> Task item
Omit the pictures and print exactly the lines of the listing below, starting at the first and ending at the line containing "function drawText(font, color, halo, rows, align".

> Input data
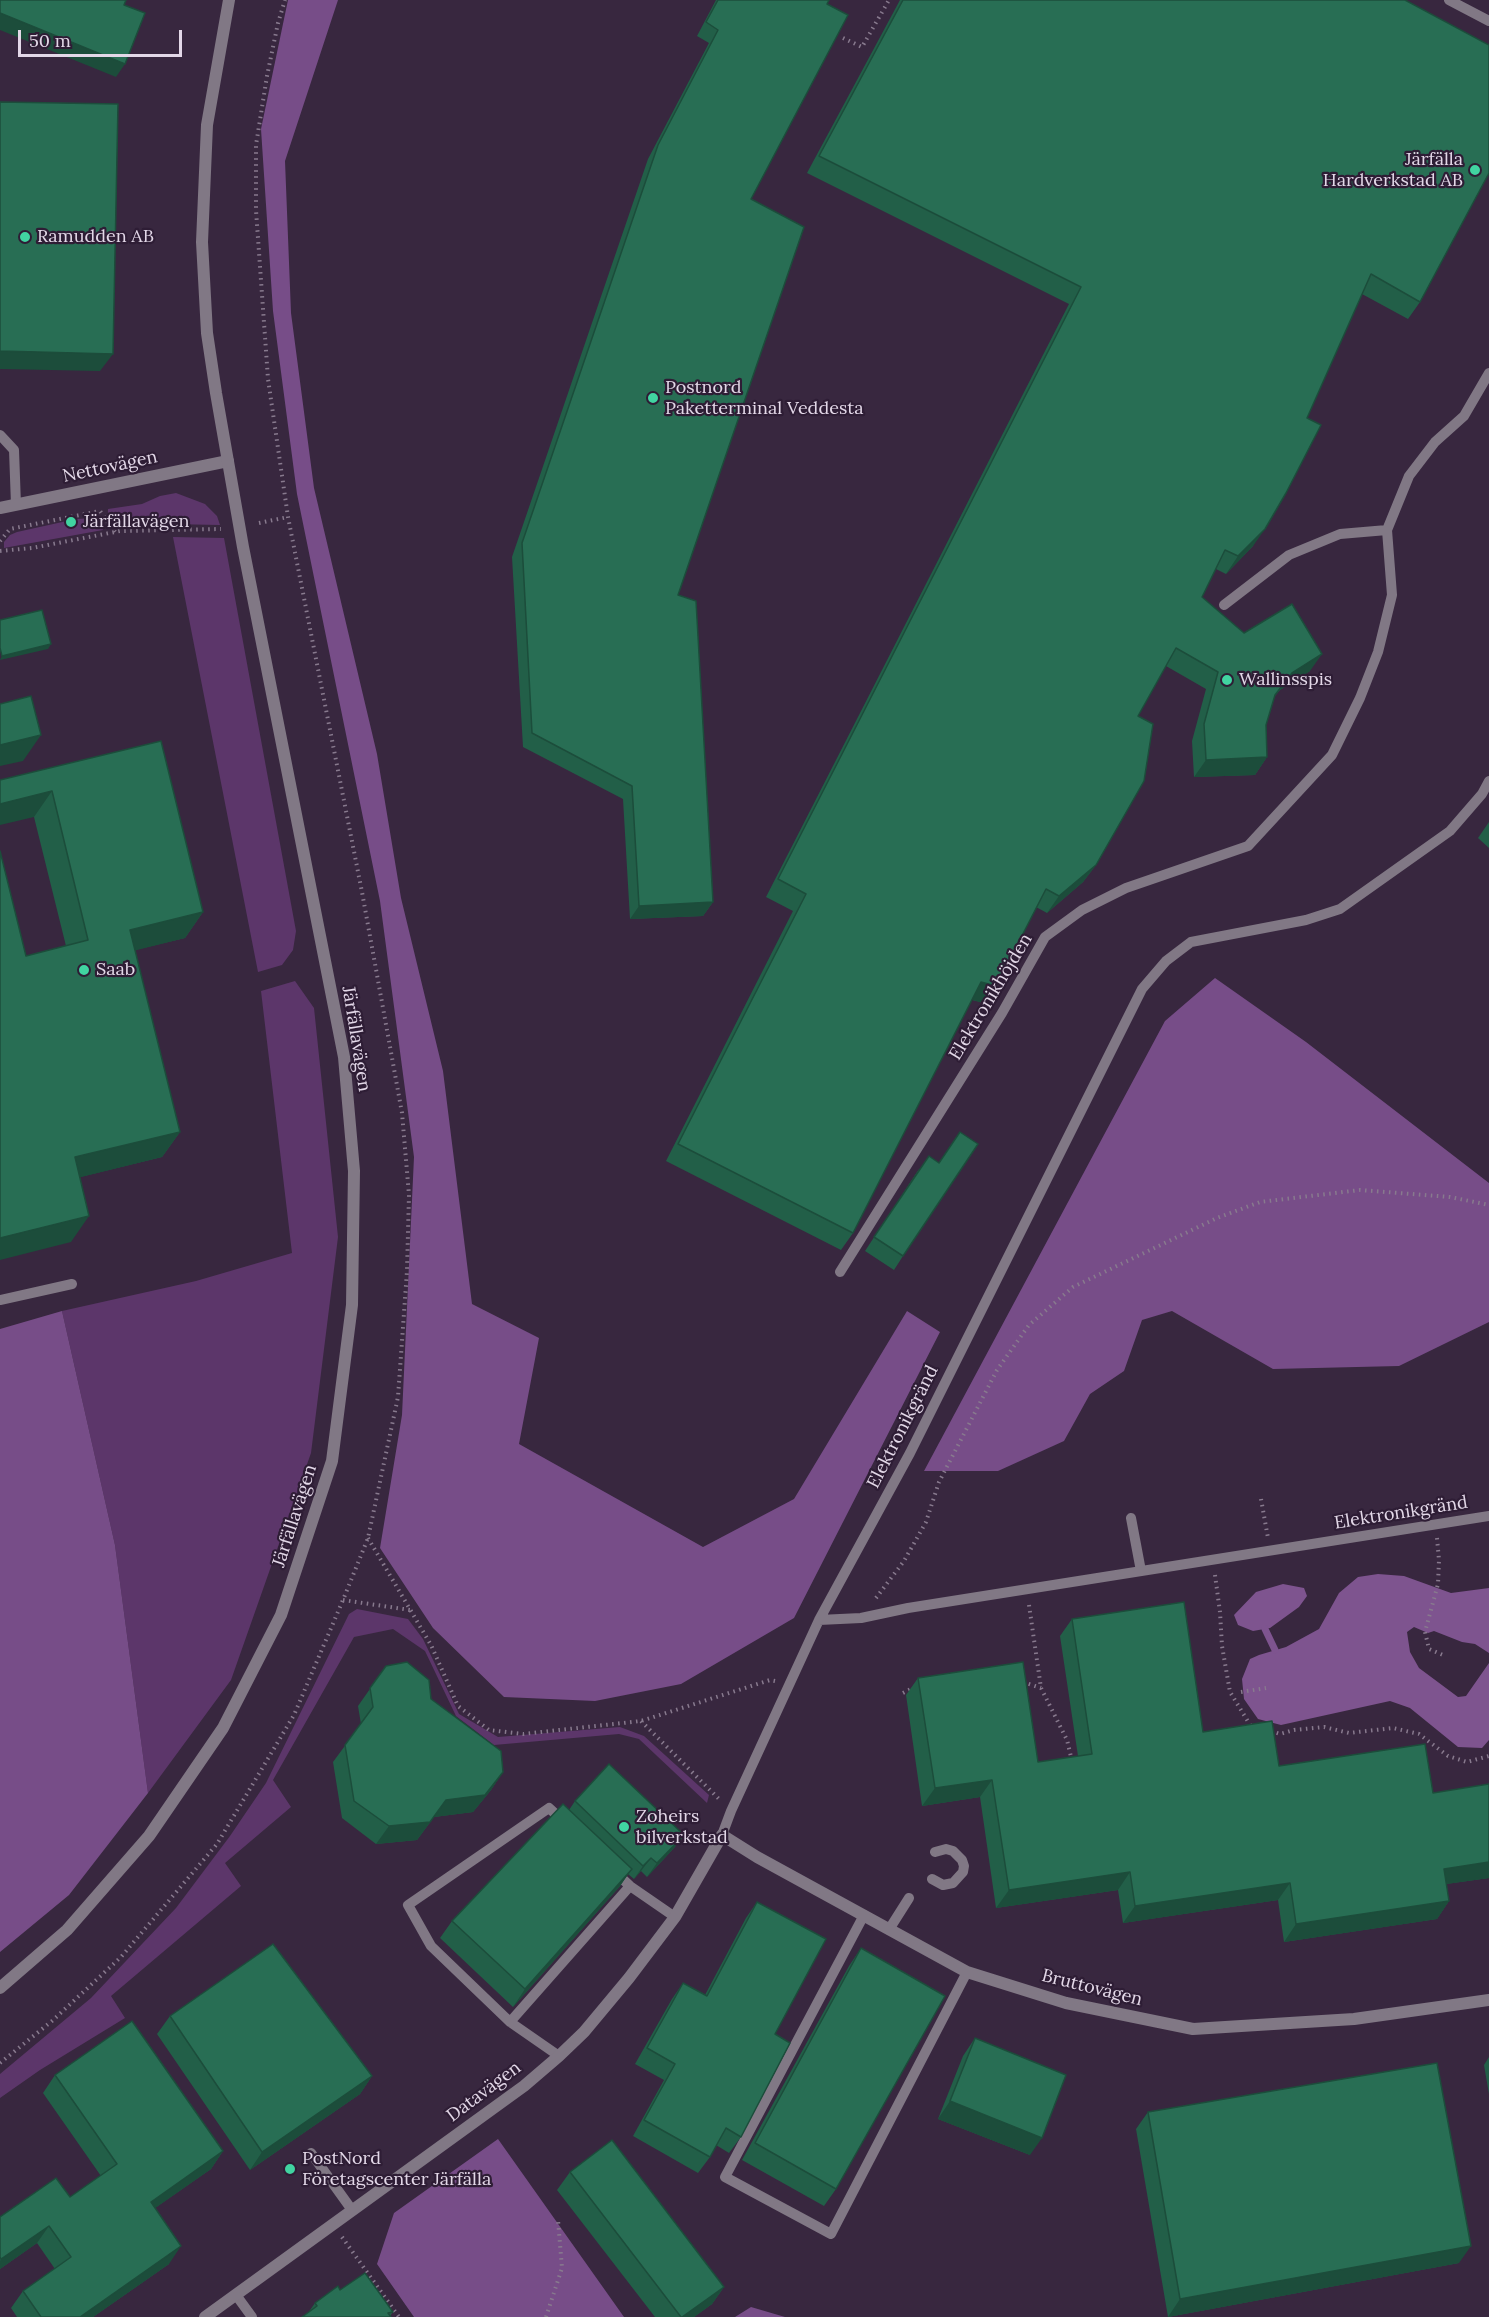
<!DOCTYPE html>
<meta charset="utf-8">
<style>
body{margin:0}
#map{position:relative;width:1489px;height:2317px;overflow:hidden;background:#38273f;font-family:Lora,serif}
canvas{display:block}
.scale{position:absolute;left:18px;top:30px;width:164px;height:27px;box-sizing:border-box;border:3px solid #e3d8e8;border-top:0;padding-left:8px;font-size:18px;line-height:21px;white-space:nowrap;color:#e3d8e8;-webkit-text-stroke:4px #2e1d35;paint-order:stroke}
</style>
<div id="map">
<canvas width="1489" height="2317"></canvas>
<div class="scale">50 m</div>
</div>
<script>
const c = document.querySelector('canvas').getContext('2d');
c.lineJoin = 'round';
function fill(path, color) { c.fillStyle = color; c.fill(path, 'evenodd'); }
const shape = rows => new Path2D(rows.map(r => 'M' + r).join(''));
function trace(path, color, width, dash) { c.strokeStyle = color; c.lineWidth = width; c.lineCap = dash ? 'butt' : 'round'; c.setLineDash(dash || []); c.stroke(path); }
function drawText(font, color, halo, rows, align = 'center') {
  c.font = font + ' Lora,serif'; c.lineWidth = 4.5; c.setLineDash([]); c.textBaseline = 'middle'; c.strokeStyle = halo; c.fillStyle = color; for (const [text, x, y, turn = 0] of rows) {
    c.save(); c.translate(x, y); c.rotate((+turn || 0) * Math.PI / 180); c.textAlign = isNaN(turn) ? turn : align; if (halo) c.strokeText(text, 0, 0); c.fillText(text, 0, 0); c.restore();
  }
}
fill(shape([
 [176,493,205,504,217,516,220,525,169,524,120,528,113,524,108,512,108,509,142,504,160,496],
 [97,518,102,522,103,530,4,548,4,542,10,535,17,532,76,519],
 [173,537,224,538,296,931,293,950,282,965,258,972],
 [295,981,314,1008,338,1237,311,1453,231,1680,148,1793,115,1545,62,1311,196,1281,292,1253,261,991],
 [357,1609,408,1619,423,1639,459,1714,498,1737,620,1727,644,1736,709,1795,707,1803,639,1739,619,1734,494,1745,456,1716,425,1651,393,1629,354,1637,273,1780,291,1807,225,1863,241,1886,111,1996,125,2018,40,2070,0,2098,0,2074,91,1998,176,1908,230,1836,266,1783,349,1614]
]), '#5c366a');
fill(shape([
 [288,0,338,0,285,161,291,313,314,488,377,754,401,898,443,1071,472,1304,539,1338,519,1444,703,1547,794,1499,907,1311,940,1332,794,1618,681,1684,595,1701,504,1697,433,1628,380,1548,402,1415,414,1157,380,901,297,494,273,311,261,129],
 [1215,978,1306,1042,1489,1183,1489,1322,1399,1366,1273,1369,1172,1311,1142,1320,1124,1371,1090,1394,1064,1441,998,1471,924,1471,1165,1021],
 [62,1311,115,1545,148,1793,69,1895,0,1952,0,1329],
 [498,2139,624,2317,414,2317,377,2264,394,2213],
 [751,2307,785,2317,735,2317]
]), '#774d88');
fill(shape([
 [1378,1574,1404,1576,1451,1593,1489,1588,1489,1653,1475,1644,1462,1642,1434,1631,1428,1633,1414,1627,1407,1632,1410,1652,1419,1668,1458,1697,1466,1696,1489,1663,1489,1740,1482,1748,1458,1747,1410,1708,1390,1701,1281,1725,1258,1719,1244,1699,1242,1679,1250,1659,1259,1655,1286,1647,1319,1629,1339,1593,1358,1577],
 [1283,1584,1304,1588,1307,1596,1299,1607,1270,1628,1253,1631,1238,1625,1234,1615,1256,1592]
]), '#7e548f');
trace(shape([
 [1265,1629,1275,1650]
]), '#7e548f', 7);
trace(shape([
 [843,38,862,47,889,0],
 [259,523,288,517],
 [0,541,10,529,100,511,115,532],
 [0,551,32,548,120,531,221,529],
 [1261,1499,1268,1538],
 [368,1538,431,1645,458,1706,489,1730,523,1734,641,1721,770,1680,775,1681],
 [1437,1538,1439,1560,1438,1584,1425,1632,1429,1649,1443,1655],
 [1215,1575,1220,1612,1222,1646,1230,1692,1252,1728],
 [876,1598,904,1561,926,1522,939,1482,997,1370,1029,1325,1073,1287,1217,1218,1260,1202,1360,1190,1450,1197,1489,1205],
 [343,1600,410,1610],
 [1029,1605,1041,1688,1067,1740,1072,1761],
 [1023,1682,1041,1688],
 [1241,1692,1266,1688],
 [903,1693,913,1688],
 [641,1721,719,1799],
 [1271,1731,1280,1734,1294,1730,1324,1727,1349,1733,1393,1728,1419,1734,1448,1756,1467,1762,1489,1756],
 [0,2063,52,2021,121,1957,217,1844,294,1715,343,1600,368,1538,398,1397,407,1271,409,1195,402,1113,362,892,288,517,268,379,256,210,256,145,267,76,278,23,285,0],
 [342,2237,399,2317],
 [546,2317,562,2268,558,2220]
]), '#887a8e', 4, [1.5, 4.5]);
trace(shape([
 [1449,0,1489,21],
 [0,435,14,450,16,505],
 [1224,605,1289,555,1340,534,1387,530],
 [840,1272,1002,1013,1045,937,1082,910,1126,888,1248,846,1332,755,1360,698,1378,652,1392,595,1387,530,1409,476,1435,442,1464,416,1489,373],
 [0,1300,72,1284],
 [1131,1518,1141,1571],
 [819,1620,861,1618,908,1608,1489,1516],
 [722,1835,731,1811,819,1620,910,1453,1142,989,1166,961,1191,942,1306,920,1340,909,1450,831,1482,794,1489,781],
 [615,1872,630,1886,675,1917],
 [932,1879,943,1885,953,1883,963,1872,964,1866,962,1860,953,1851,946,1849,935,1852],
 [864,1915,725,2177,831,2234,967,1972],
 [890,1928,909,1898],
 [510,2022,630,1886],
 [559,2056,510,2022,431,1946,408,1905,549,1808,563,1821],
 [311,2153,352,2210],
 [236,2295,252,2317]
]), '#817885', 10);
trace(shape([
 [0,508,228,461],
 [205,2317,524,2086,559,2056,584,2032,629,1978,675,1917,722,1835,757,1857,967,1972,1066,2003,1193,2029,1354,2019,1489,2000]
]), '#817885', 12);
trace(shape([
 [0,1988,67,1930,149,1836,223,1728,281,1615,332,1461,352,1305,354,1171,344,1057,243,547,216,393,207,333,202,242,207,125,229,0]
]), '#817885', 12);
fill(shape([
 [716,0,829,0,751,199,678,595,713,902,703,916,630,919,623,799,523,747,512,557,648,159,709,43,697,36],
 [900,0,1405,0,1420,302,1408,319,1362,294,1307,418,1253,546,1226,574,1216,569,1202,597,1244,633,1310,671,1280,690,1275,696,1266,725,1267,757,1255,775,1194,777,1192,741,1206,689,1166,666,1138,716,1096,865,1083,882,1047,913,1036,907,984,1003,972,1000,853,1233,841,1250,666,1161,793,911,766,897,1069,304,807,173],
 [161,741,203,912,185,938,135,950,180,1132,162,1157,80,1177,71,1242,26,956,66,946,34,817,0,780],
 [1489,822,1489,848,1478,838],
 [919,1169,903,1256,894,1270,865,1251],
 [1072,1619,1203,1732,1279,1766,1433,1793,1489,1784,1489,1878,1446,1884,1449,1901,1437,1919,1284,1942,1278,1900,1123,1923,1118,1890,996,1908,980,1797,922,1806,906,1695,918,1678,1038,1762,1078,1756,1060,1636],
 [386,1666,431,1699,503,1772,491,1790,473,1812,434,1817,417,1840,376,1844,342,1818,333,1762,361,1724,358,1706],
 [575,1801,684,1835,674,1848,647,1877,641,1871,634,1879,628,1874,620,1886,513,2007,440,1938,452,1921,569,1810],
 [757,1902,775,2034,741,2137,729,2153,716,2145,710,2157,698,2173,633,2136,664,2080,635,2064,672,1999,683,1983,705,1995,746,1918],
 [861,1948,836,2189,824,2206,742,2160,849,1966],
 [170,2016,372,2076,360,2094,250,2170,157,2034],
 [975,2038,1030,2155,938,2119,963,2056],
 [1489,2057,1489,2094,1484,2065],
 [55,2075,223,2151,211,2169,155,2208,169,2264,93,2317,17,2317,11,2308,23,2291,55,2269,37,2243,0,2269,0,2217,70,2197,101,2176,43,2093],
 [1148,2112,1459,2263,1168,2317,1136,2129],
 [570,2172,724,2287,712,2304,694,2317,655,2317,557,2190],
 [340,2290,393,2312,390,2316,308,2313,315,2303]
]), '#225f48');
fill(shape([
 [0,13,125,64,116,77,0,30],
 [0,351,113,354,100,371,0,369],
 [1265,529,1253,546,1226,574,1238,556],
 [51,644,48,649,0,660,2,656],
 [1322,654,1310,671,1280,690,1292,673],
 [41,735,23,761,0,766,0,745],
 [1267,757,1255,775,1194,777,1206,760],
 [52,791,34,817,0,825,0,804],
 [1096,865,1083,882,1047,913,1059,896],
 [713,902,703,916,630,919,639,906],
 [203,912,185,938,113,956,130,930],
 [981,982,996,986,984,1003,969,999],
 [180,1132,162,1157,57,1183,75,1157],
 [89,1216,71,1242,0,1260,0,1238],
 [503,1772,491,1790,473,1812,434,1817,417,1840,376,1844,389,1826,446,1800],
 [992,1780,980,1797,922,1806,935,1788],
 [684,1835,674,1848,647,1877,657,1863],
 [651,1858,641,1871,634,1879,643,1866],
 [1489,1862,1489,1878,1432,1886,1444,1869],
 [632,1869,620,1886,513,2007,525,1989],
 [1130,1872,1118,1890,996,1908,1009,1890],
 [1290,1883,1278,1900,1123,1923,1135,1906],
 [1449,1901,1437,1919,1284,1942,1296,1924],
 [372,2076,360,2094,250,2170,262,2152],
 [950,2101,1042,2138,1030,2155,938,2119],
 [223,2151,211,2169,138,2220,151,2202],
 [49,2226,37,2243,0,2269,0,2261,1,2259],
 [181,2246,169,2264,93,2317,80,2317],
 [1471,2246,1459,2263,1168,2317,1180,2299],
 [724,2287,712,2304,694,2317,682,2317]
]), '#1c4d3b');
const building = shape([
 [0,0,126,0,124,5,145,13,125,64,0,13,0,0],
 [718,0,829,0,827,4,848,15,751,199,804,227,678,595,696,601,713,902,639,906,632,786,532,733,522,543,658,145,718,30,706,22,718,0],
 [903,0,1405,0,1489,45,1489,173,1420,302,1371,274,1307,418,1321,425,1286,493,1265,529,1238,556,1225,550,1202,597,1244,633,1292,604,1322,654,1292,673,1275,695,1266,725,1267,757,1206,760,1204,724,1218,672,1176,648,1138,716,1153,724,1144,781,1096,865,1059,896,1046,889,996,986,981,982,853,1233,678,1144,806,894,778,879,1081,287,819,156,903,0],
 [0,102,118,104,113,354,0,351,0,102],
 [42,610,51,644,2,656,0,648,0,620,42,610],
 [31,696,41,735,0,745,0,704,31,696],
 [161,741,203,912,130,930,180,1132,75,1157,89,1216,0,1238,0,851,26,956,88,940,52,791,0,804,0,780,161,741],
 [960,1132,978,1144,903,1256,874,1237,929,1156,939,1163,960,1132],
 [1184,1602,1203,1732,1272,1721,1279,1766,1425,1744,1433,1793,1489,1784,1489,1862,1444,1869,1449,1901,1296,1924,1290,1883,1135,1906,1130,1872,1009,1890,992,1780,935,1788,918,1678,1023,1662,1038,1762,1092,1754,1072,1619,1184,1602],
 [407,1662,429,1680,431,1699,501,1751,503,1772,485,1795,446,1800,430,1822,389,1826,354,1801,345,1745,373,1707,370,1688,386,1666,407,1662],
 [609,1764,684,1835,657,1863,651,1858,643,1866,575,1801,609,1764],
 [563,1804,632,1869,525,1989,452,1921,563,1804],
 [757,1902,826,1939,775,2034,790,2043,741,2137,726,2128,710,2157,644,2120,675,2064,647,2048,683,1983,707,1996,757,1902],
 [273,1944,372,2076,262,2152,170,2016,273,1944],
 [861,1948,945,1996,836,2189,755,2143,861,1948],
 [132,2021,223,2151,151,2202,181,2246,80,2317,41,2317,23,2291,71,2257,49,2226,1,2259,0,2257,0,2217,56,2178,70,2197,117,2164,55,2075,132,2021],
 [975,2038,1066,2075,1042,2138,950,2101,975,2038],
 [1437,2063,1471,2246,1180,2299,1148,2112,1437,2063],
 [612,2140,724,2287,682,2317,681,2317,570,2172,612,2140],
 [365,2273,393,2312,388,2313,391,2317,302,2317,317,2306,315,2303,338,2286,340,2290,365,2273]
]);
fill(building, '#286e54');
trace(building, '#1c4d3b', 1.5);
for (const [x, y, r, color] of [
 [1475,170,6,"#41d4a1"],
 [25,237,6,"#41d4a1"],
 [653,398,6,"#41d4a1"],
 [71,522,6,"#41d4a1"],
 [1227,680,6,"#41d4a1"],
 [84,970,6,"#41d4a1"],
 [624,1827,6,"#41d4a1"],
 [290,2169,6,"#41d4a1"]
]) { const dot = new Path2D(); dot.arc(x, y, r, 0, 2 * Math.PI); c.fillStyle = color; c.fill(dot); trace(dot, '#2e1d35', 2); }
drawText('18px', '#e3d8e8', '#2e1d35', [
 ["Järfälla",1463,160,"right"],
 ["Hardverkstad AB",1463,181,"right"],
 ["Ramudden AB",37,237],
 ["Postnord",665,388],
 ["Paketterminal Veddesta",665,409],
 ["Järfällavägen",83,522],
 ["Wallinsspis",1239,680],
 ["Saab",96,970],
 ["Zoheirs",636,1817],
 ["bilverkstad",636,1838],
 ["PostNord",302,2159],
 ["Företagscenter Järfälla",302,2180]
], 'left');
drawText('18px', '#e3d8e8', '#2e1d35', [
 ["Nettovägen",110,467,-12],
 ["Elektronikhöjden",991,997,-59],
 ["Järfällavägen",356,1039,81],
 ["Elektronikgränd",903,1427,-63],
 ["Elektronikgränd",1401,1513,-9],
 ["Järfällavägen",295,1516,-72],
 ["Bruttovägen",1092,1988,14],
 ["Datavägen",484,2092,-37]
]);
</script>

> Answer to the problem
<!DOCTYPE html>
<meta charset="utf-8">
<style>
body{margin:0}
#map{position:relative;width:1489px;height:2317px;overflow:hidden;background:#38273f;font-family:Lora,serif}
canvas{display:block}
.scale{position:absolute;left:18px;top:30px;width:164px;height:27px;box-sizing:border-box;border:3px solid #e3d8e8;border-top:0;padding-left:8px;font-size:18px;line-height:21px;white-space:nowrap;color:#e3d8e8;-webkit-text-stroke:4px #2e1d35;paint-order:stroke}
</style>
<div id="map">
<canvas width="1489" height="2317"></canvas>
<div class="scale">50 m</div>
</div>
<script>
const c = document.querySelector('canvas').getContext('2d');
c.lineJoin = 'round';
function fill(path, color) { c.fillStyle = color; c.fill(path, 'evenodd'); }
const shape = rows => new Path2D(rows.map(r => 'M' + r).join(''));
function trace(path, color, width, dash) { c.strokeStyle = color; c.lineWidth = width; c.lineCap = dash ? 'butt' : 'round'; c.setLineDash(dash || []); c.stroke(path); }
function drawText(font, color, halo, rows, align = 'center') {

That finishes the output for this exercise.